My child had died twice for me. The first time at birth when we learned she was brain dead.The second time when she died in my arms. My child was murdered by a hospital and a doctor. By the very people I trusted to care for me and my child. Please dont let this happen to you. Never consent to transfer unless the risks are explained to you. 

Please think twice before completely putting your life and your child's life in their hands. Make sure you make all the decisions. We are set for mediation in my daughter's case in July and trail in September. 


During the doctors disposition he actually said that "The nurses didn't tell him about my high blood pressure and the baby's heartrate being low.If he knew that he would have never transfered me." A little too late now. My little Monique is gone and nothing can bring her back.


****UPDATE****


After three long years of waiting for acknowledgment and justice for Monique's death. The Hospital settled out of court.
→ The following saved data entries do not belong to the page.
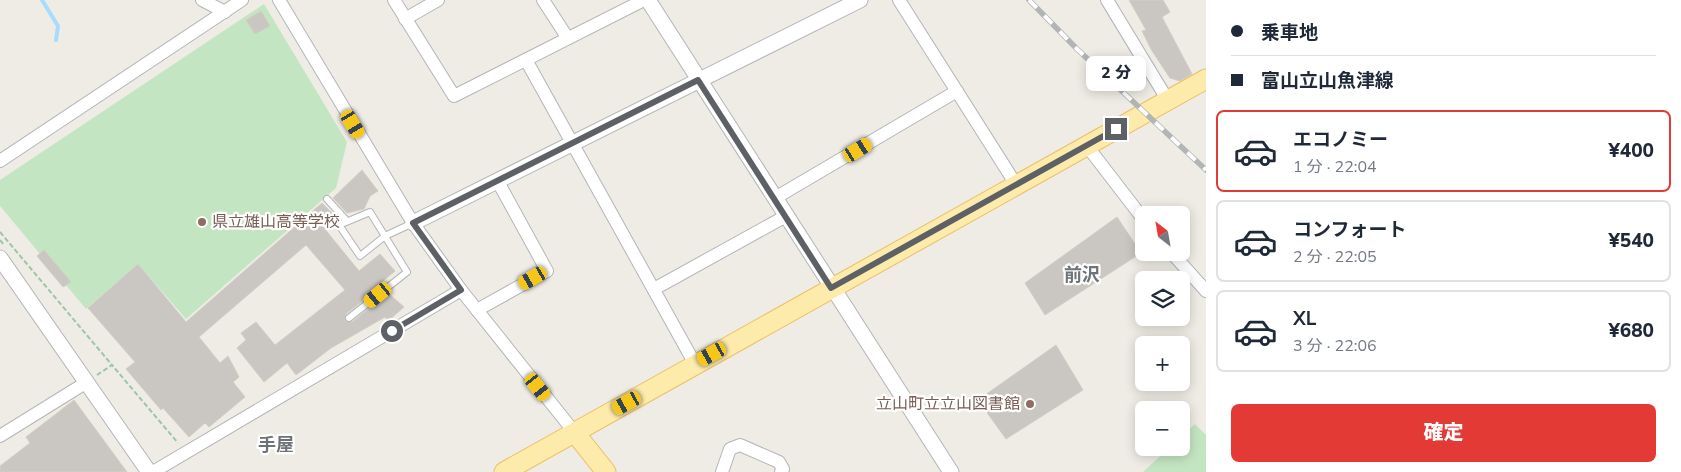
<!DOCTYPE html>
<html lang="ja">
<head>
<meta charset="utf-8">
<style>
	:root { --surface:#fff; --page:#f2f2f3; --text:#1f2937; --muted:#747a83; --line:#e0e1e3; --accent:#e43a36 }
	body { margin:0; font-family:"Nunito Sans","Noto Sans JP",sans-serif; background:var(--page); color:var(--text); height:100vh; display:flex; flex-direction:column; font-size:19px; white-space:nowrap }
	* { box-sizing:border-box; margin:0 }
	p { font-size:16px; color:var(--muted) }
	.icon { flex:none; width:28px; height:28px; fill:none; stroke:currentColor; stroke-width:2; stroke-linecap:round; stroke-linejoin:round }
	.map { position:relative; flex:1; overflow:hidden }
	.drawer { display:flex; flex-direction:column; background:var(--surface); width:475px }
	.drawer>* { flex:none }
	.hud { display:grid; align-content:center; height:110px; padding:0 25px; background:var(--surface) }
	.needle { width:32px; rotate:329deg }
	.fabs { position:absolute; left:1135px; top:206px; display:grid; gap:10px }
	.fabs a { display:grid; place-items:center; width:55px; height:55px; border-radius:8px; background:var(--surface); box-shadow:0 2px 12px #0003; font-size:25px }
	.end { position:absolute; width:22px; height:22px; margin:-11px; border:6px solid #5d6165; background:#fff; box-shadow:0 0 0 2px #fff }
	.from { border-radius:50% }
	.bubble { position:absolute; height:35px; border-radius:8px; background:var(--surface); box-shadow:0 2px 12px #0003; font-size:16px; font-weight:800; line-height:35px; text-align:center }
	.car { position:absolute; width:15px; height:30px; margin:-15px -8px; border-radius:6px; box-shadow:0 0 4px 1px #0007; background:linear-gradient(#f5c518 24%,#345 0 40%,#f5c518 0 76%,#345 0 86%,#f5c518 0) }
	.hud b { display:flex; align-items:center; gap:18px; height:48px; font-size:19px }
	.hud b+b { border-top:1px solid var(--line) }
	.hud i { width:12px; height:12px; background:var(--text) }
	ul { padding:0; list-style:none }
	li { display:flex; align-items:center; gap:15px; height:82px; margin:0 10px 8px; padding:0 15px; border:2px solid var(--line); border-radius:8px }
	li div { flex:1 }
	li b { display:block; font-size:19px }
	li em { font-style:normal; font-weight:800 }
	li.selected { border-color:var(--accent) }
	li>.icon { width:45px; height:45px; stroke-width:1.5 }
	.action { display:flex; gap:10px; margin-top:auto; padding:10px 25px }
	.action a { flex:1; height:58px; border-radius:8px; background:var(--accent); color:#fff; font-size:20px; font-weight:800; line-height:58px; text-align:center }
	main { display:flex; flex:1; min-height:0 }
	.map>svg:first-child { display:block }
	.green { fill:#c4e5c2 }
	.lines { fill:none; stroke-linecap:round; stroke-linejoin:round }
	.stream { stroke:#a7dcfc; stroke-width:4 }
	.building { fill:#cac7c2; stroke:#d3cec3 }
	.service-casing { stroke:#b2b6b9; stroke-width:8 }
	.minor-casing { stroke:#b2b6b9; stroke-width:14 }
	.tertiary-casing { stroke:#b2b6b9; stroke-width:17 }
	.primary-casing { stroke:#edbe60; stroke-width:21 }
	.path { stroke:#9cc6a6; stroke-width:2; stroke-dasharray:5 2.5; stroke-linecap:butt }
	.service { stroke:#fff; stroke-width:6 }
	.minor { stroke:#fff; stroke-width:12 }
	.tertiary { stroke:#fff; stroke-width:15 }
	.primary { stroke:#fdebac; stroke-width:19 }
	.rail-casing { stroke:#b3b4b5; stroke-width:5.5 }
	.rail { stroke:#fff; stroke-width:4; stroke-dasharray:11; stroke-linecap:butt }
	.route { stroke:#5d6165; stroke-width:6 }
	.education-dot { fill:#8d6e63; stroke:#fff; stroke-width:2 }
	.labels { text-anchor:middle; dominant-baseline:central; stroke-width:4.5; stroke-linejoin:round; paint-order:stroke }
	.education-label { font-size:16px; fill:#785e54; stroke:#fff; text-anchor:start }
	.neighbourhood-label { font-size:18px; font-weight:bold; fill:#6e7377; stroke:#fff }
</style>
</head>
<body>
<main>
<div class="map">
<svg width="1206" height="472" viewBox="0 0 1206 472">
	<rect width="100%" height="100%" fill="#efece5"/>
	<g class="green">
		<path d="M264,4L347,142L336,188L186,319L138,264L86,309L0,206V180Z"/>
		<path d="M1195,424L1206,435V472H1143L1169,448H1181V437Z"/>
	</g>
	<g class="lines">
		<path class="stream" d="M42,0L58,26L56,40"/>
	</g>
	<g class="building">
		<path d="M1129,0H1163L1170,12L1162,17L1192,74L1180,81L1170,78L1152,51L1142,31L1146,30Z"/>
		<path d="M261,11L270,26L255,34L246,20Z"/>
		<path d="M362,170L378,191L370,196L364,209L347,213L333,198Z"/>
		<path d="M322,203L336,217L324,228L359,271L380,254L395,271L378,285L380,287L346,314L345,321L352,322L388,293L404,307L388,321L385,317L331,348L296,375L287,363L264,382L237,348L246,340L241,333L256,322L275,345L345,290L306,245L199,337L220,363L228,356L239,377L233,382L245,397L209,427L205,423L189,437L163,408L161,410L126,369L135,362L88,308L138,264L186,322Z"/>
		<path d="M1117,217L1141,253L1045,315L1025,283Z"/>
		<path d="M44,250L71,282L63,287L37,256Z"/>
		<path d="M1056,345L1083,390L1006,439L978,400Z"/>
		<path d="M74,400L127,472H0V466L30,443L26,437Z"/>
	</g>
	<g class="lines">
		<defs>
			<g id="service">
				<path d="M327,199L347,221"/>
				<path d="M349,318L407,272L370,212L339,225L360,256L385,236L413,223"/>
			</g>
			<g id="minor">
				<path d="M202,0L225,12"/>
				<path d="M279,0L413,223L461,290L575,433"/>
				<path d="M394,0L454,96L644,0"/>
				<path d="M543,0L567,37"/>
				<path d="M899,0L1017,186"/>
				<path d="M1107,0L1167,99"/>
				<path d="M405,19L438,0"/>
				<path d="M526,60L695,364"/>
				<path d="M1087,146L1144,220"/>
				<path d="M0,161L242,0"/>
				<path d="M775,198L957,91"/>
				<path d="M1171,252L1206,291"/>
				<path d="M654,289L786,216"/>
				<path d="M477,310L547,271L497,180"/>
				<path d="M0,436L87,382"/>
				<path d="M153,472L461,290"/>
				<path d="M722,472L730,449L740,445L779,462L783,469L781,472"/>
			</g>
			<g id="tertiary">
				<path d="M648,0L951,472"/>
				<path d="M413,223L860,0"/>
				<path d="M0,258L149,472"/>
			</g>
			<g id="primary">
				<path d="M575,433L606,472"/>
				<path d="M504,472L1206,79"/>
			</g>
		</defs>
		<use href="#service" class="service-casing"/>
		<use href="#minor" class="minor-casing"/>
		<use href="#tertiary" class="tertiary-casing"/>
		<use href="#primary" class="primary-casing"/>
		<g class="path">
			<path d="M0,232L112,365"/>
			<path d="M0,240L4,245"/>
			<path d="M97,375L112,365L178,443"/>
		</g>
		<use href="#service" class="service"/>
		<use href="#minor" class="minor"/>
		<use href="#tertiary" class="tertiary"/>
		<use href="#primary" class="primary"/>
		<defs>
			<path id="rail" d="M1029,0L1077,49L1206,170"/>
		</defs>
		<use href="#rail" class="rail-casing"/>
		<use href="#rail" class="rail"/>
	</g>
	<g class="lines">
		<path class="route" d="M392,331L461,290L413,223L698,80L831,288L1116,129"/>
	</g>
	<g class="education-dot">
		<circle cx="202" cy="222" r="5"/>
		<circle cx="1030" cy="404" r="5"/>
	</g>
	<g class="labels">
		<g class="education-label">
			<text x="212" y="222">県立雄山高等学校</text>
			<text x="1020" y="404" text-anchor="end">立山町立立山図書館</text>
		</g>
		<g class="neighbourhood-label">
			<text x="1082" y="275">前沢</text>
			<text x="276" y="445">手屋</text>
		</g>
	</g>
</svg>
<div class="fabs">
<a><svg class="needle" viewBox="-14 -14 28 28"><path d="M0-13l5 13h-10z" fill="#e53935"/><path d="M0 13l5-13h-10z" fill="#747a83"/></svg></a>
<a><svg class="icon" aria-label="layers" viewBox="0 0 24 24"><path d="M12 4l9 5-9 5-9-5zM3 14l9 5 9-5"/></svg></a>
<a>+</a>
<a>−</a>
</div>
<i class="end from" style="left:392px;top:331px"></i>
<i class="end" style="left:1116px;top:129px"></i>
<div class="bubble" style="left:1086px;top:56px;width:60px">2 分</div>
<i class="car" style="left:353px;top:124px;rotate:149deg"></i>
<i class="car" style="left:858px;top:150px;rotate:59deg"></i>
<i class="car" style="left:533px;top:278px;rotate:240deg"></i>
<i class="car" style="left:378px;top:295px;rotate:231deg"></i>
<i class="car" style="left:712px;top:354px;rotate:241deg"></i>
<i class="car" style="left:538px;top:387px;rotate:141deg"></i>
<i class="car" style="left:627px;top:403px;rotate:241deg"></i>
</div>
<section class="drawer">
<div class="hud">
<b><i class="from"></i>乗車地</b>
<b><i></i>富山立山魚津線</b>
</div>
<ul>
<li class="selected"><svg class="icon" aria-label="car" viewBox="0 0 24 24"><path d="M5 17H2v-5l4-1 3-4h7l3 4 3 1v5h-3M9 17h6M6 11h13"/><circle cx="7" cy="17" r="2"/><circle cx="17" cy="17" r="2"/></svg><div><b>エコノミー</b><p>1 分 · 22:04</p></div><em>¥400</em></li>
<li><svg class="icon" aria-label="car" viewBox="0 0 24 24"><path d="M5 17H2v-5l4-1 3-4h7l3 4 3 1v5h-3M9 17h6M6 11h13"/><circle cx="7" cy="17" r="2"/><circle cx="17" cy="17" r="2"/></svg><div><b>コンフォート</b><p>2 分 · 22:05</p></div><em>¥540</em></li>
<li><svg class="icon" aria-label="car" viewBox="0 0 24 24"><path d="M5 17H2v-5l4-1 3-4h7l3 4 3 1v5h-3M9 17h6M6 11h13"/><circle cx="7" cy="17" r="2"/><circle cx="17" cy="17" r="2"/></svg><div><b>XL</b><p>3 分 · 22:06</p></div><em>¥680</em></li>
</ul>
<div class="action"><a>確定</a></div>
</section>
</main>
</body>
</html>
After four years I finally have the peace I have long sought for. The doctor settled out of court also.His name will be forever linked to my daughter and the horror of that night. His record will reflect he was sued for medical malpractice, found guilty, and settled. This info will be accessible to anyone doing searches for doctors. Whenever he comes up for promotion, applies for a new job, or hospital privileges he will have this on his file. 

I hope everytime he hears my daughters name he will feel the pain that he has caused me and our family. It took 4 long painful years to get that on his records but it was worth it. I now know that other parents will have the ability to be forewarn in choosing his as a doctor. That is what the lawsuit was filed for. It was never about the money. It was justice for my Monique and hope that this will not happen to another child. 


August 8th 2002 was the day my anger and hurt was freed from my heart and soul. I went to Moniques grave today and released white balloons. I felt her presence and I know she is okay and no longer suffering. I know she happy that her mommy is no longer in pain.

 I love you Monique and your memory will forever be in heart and soul!